Exercise instructions:
Copy the records that follow exactly, leaving nothing out.

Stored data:
------------------------------------------------

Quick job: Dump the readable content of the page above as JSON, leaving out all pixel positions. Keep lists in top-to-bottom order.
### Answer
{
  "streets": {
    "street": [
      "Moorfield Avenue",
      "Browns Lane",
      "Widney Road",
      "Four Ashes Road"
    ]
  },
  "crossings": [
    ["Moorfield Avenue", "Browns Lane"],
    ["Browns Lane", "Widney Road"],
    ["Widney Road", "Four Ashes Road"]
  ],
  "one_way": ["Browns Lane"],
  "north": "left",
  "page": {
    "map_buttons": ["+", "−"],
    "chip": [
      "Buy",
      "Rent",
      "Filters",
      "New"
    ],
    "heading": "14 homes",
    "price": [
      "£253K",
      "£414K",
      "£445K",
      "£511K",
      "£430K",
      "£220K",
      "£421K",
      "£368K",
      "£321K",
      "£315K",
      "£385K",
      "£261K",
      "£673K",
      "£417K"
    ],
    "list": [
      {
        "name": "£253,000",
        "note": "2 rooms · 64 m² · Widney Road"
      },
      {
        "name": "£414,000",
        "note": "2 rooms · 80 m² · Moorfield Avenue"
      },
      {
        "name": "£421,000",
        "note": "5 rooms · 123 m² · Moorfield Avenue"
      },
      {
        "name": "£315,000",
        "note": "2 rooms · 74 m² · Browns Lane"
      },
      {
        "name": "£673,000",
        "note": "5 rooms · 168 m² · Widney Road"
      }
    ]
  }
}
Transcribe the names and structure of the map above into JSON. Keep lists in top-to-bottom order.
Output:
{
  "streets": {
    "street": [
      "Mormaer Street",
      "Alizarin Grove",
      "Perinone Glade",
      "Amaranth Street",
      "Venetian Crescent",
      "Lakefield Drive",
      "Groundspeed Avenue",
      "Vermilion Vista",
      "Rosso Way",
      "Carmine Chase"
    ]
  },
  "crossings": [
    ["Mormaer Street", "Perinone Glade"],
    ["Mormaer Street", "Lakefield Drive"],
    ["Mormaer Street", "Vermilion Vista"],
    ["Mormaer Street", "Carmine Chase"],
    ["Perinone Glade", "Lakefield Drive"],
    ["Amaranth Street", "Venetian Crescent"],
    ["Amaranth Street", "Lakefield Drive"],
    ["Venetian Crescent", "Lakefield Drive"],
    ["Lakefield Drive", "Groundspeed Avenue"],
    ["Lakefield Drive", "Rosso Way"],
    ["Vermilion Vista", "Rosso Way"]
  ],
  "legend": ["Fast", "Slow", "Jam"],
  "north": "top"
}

------------------------------------------------

Output of the task:
Quick job: Dump the readable content of the page above as JSON, leaving out all pixel positions. Keep lists in top-to-bottom order.
### Answer
{
  "streets": {
    "street": [
      "Moorfield Avenue",
      "Browns Lane",
      "Widney Road",
      "Four Ashes Road"
    ]
  },
  "crossings": [
    ["Moorfield Avenue", "Browns Lane"],
    ["Browns Lane", "Widney Road"],
    ["Widney Road", "Four Ashes Road"]
  ],
  "one_way": ["Browns Lane"],
  "north": "left",
  "page": {
    "map_buttons": ["+", "−"],
    "chip": [
      "Buy",
      "Rent",
      "Filters",
      "New"
    ],
    "heading": "14 homes",
    "price": [
      "£253K",
      "£414K",
      "£445K",
      "£511K",
      "£430K",
      "£220K",
      "£421K",
      "£368K",
      "£321K",
      "£315K",
      "£385K",
      "£261K",
      "£673K",
      "£417K"
    ],
    "list": [
      {
        "name": "£253,000",
        "note": "2 rooms · 64 m² · Widney Road"
      },
      {
        "name": "£414,000",
        "note": "2 rooms · 80 m² · Moorfield Avenue"
      },
      {
        "name": "£421,000",
        "note": "5 rooms · 123 m² · Moorfield Avenue"
      },
      {
        "name": "£315,000",
        "note": "2 rooms · 74 m² · Browns Lane"
      },
      {
        "name": "£673,000",
        "note": "5 rooms · 168 m² · Widney Road"
      }
    ]
  }
}
Transcribe the names and structure of the map above into JSON. Keep lists in top-to-bottom order.
Output:
{
  "streets": {
    "street": [
      "Mormaer Street",
      "Alizarin Grove",
      "Perinone Glade",
      "Amaranth Street",
      "Venetian Crescent",
      "Lakefield Drive",
      "Groundspeed Avenue",
      "Vermilion Vista",
      "Rosso Way",
      "Carmine Chase"
    ]
  },
  "crossings": [
    ["Mormaer Street", "Perinone Glade"],
    ["Mormaer Street", "Lakefield Drive"],
    ["Mormaer Street", "Vermilion Vista"],
    ["Mormaer Street", "Carmine Chase"],
    ["Perinone Glade", "Lakefield Drive"],
    ["Amaranth Street", "Venetian Crescent"],
    ["Amaranth Street", "Lakefield Drive"],
    ["Venetian Crescent", "Lakefield Drive"],
    ["Lakefield Drive", "Groundspeed Avenue"],
    ["Lakefield Drive", "Rosso Way"],
    ["Vermilion Vista", "Rosso Way"]
  ],
  "legend": ["Fast", "Slow", "Jam"],
  "north": "top"
}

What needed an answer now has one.